> Exercise:
From the first line to the last, copy the listing exactly and omit the images.

> Data extracts:
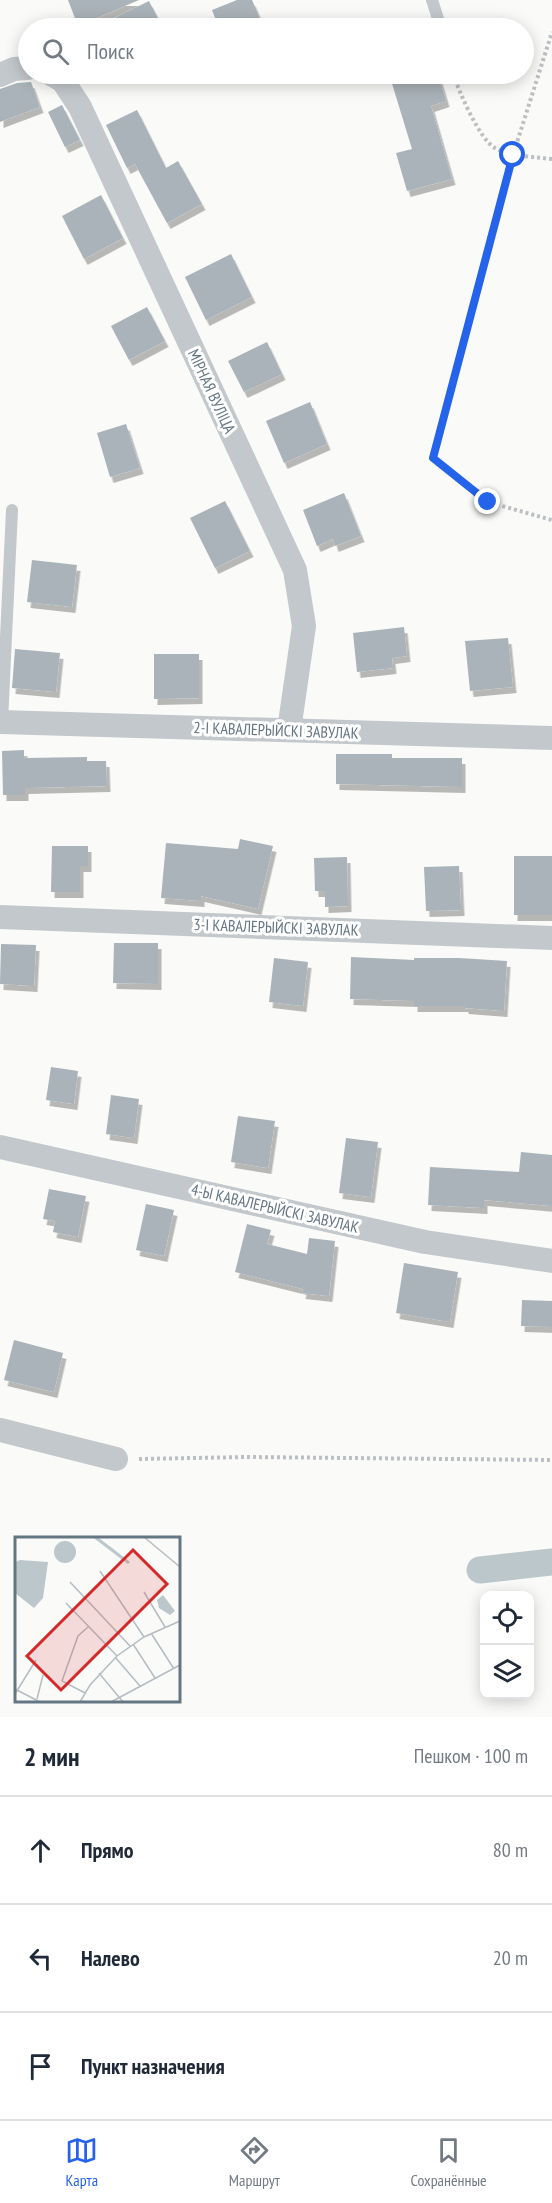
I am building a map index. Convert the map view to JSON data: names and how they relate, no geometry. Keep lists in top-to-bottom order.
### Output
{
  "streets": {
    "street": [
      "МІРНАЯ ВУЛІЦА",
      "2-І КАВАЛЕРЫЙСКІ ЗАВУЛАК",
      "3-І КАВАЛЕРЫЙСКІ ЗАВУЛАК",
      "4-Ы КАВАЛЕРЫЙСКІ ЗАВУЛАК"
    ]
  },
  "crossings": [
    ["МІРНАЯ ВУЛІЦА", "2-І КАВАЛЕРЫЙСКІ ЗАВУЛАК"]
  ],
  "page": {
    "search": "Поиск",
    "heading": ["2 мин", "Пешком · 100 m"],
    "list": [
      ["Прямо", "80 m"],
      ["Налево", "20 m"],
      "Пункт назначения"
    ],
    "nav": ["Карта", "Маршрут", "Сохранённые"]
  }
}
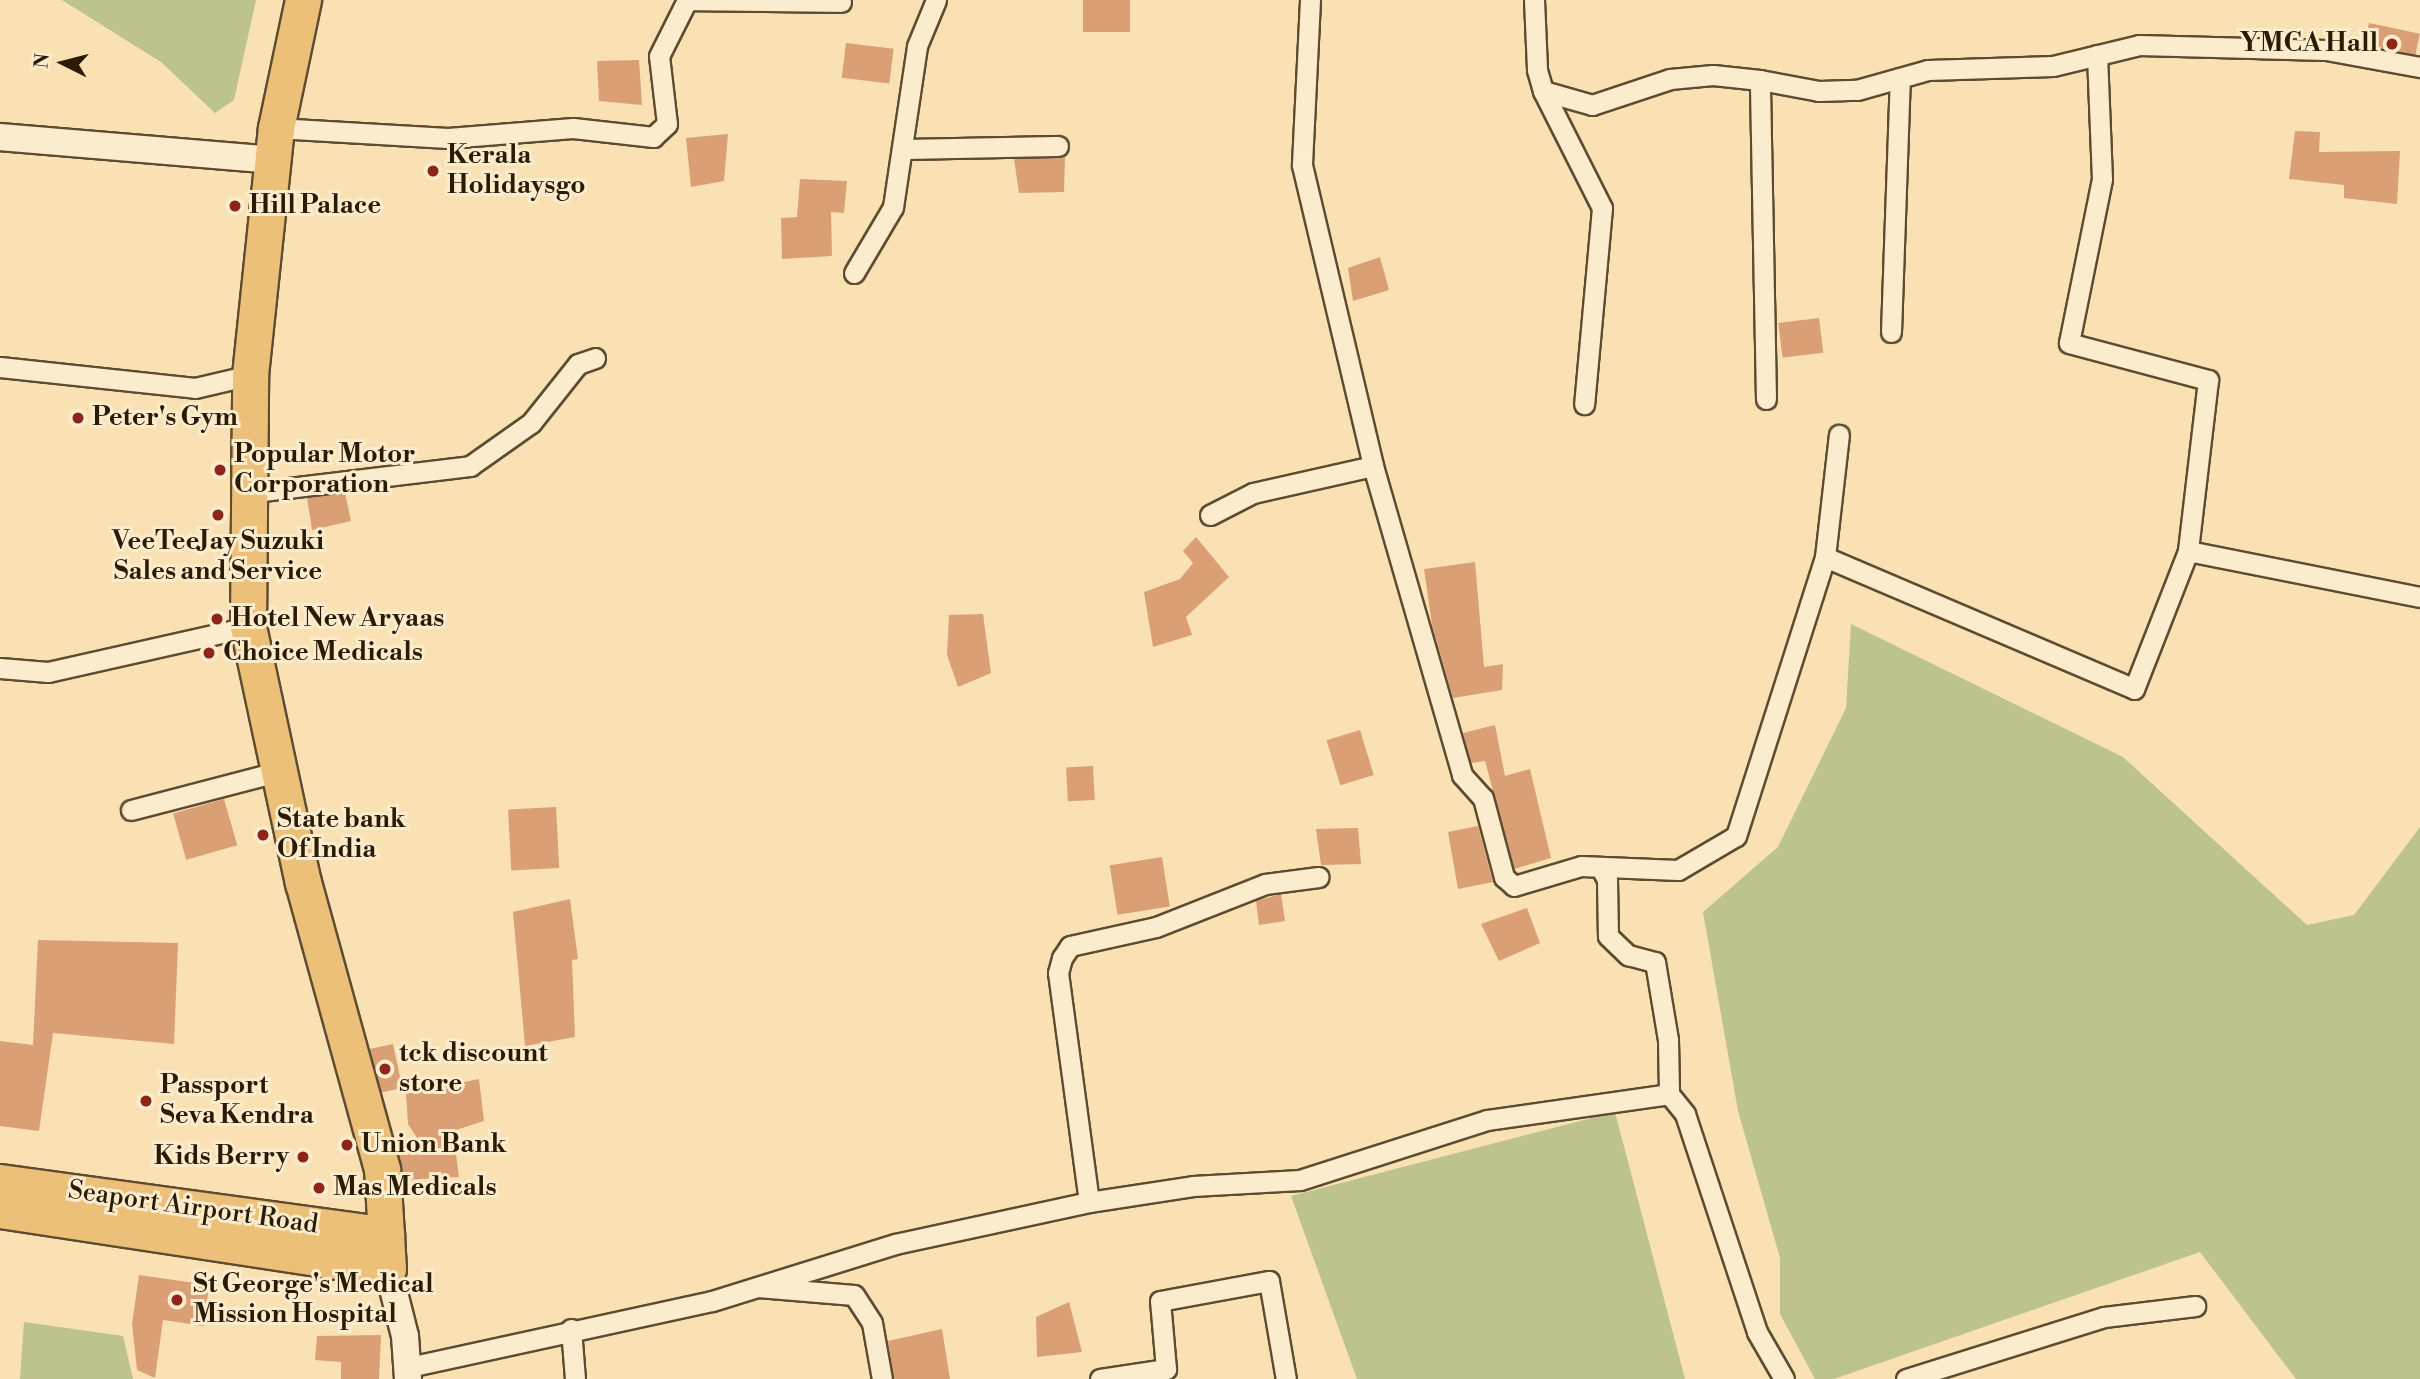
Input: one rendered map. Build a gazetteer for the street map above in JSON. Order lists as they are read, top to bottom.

> Solution to this task:
I am building a map index. Convert the map view to JSON data: names and how they relate, no geometry. Keep lists in top-to-bottom order.
### Output
{
  "streets": {
    "street": [
      "МІРНАЯ ВУЛІЦА",
      "2-І КАВАЛЕРЫЙСКІ ЗАВУЛАК",
      "3-І КАВАЛЕРЫЙСКІ ЗАВУЛАК",
      "4-Ы КАВАЛЕРЫЙСКІ ЗАВУЛАК"
    ]
  },
  "crossings": [
    ["МІРНАЯ ВУЛІЦА", "2-І КАВАЛЕРЫЙСКІ ЗАВУЛАК"]
  ],
  "page": {
    "search": "Поиск",
    "heading": ["2 мин", "Пешком · 100 m"],
    "list": [
      ["Прямо", "80 m"],
      ["Налево", "20 m"],
      "Пункт назначения"
    ],
    "nav": ["Карта", "Маршрут", "Сохранённые"]
  }
}
Input: one rendered map. Build a gazetteer for the street map above in JSON. Order lists as they are read, top to bottom.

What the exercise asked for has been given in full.